# Multiplicative Inverse

• May 11th 2012, 10:34 AM
alyosha2
Multiplicative Inverse
This is in regard to proving that the statements (a) $a$ and $n$ are coprime and (c) row $a$ of the multiplication table for $Z_{n}$ includes all of $Z_{n}$

$ab = kn + 1$

"this equation implies that $a$ and $n$ are coprime because any common factor of $a$ and $n$ must also be a factor of 1

I don't see why this is so.
• May 11th 2012, 10:44 AM
Sylvia104
Re: Multiplicative inverse
Let $d$ be a common factor of $a$ and $n,$ so $a=a_0d,$ $n=n_0d$ for some integers $a_0,n_0.$ Then

$\begin{array}{rcl} ab &=& kn+1 \\ a_0db &=& kn_0d+1 \\ \left(a_0b-kn_0\right)d &=& 1 \end{array}$

Thus $d\mid1.$
• May 13th 2012, 02:07 AM
alyosha2
Re: Multiplicative Inverse
So because the difference is 1 we know the only factor we can pull out is 1. Good stuff.

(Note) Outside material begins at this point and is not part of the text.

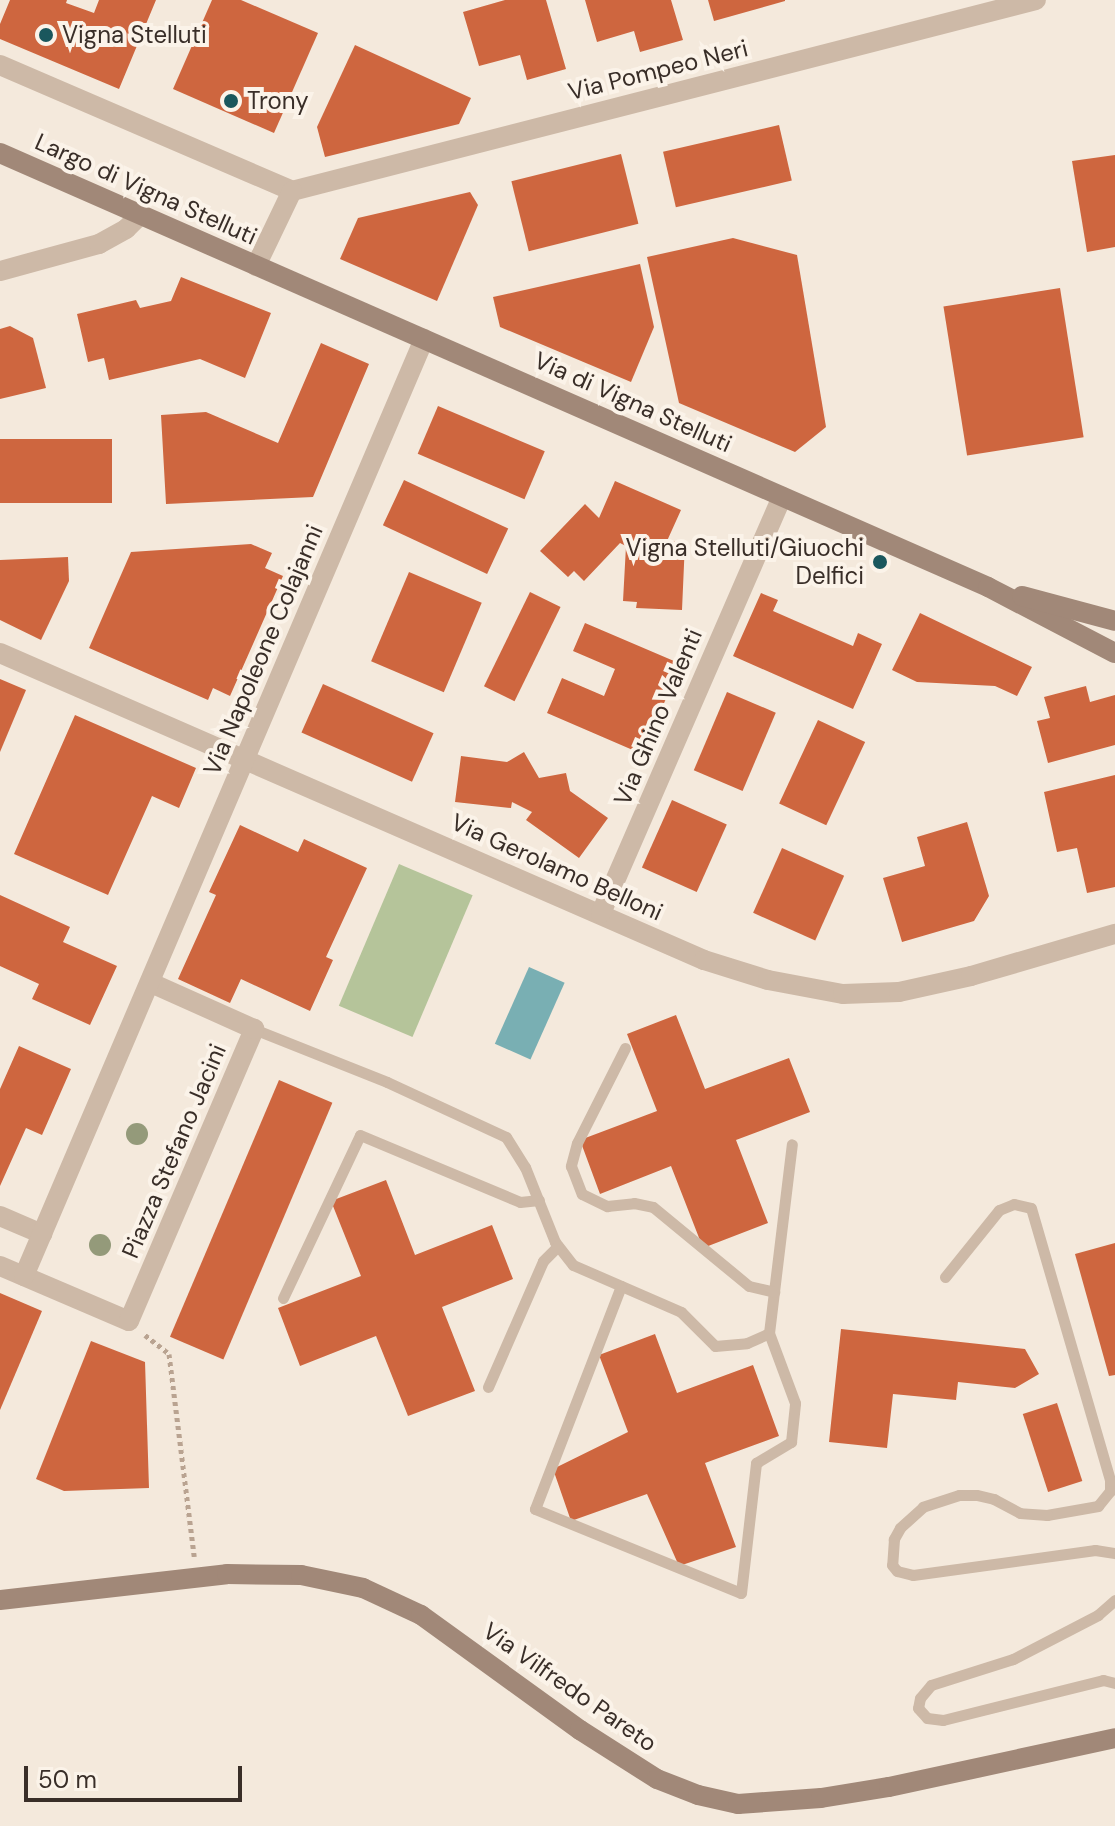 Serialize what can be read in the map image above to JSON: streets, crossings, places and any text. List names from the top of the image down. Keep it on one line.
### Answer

Thanks for the help.
• May 14th 2012, 12:02 AM
kalwin
Re: Multiplicative Inverse
Thank you Sylvia for solving this problem, even i had the same problem and i was also thinking of posting this but i saw Alyosha2 had already posted it and from here i got the solution of the problem and this is the best forum where we get maximum math problem solved.